I faced a lot of challenges during my 10 years as founding editor of the journal Transnational Literature (2008-2018). I was basically learning on the job and in the early days I really had no idea what I was getting myself into. It was an immensely enriching time but editing an international journal absorbs a huge amount of time and energy.

It’s no accident that during those 10 years I didn’t produce so much sustained work of my own – my last monograph was published in 2010. I’m still committed to several editing projects but I’m looking forward to getting beyond that stage and writing more.

What has been one of the proudest moments of your career?

I was immensely flattered to be asked to present the Royal Society Matthew Flinders Memorial Lecture in Melbourne in 2014. But this year has been particularly amazing.

Maybe it would be the combination of the Iris Murdoch concert, ‘Words and Music for Iris’, on Sunday 14 July at St Anne’s College, Oxford, then presenting a conference keynote lecture on singing in Murdoch’s novels at 9 o’clock the next morning. There were other incredible things during my recent trip to the UK and Europe but that was hard to beat.

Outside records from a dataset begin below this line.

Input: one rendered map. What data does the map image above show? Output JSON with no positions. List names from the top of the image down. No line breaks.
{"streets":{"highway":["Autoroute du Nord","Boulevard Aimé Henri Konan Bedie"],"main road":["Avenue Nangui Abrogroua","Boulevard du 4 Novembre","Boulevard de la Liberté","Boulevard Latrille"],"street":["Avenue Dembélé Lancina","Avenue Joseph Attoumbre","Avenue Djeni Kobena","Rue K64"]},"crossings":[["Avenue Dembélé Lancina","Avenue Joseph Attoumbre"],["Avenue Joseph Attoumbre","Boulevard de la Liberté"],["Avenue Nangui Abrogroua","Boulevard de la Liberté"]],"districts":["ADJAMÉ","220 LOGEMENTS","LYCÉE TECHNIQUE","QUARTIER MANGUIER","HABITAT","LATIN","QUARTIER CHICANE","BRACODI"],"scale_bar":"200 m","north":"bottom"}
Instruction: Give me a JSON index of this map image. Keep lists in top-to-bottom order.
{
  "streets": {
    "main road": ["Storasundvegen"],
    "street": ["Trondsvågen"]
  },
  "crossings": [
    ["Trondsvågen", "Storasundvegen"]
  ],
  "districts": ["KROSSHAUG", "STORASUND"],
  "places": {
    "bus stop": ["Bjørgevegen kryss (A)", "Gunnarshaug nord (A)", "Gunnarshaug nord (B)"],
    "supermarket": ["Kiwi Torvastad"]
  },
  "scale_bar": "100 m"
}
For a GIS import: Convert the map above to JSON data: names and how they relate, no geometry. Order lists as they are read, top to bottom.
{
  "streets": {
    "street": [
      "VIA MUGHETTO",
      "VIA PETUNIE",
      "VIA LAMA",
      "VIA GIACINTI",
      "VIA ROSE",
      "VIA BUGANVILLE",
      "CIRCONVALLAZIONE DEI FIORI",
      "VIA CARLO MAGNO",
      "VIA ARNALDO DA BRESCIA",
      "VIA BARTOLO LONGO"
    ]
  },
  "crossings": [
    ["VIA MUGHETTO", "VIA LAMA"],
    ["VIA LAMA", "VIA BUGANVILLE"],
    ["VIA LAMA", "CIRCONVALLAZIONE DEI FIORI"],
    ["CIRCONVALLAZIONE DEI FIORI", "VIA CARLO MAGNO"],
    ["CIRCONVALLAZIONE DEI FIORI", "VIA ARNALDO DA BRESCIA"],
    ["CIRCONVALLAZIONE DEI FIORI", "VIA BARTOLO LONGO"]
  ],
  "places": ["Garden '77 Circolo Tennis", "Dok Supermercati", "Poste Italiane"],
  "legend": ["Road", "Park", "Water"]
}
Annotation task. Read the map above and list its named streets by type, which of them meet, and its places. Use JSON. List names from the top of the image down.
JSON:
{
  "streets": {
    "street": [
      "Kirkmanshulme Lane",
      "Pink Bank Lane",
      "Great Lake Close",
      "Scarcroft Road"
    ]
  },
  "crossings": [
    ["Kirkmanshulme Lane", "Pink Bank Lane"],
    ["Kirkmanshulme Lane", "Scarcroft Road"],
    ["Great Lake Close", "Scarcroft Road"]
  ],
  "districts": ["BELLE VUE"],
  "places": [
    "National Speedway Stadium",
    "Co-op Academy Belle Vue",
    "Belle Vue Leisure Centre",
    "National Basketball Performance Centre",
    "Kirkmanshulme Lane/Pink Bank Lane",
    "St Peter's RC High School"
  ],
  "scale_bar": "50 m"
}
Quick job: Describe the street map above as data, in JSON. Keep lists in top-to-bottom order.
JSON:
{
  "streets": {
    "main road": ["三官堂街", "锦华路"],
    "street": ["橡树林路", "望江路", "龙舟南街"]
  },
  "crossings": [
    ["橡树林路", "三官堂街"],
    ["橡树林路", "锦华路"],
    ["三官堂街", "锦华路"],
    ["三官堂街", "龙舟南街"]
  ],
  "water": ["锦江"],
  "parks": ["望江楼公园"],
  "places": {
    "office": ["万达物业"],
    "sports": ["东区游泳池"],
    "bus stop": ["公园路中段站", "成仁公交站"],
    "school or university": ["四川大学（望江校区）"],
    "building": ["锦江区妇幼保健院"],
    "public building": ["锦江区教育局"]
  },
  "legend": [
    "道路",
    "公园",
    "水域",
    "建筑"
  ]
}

What does a usual day look like for you?

There’s no such thing, especially since I retired from my library job. Trying to cram everything in – writing, editing, rehearsing, performing – without missing too much of the feast of music and talks which are always on offer in and around Adelaide, and keeping in touch with friends.

I try to make some progress on my long-term projects each day. At the moment that’s researching and indexing each piece of music in Jane Austen’s collection for Southampton University Library’s public access catalogue, and ignoring the housework for as long as possible.

Would you like to share a passion outside of work?

My life doesn’t really sort itself into those categories. I suppose I could say that music is my hobby and that writing, editing and research is my work, but there’s far too much overlap for that to be true.

I’m a firm believer in a good night’s sleep, and I listen to music most of the time, if I’m not making it myself. And it goes without saying that I love reading and don’t find nearly enough time to get through ‘The Book Pile.’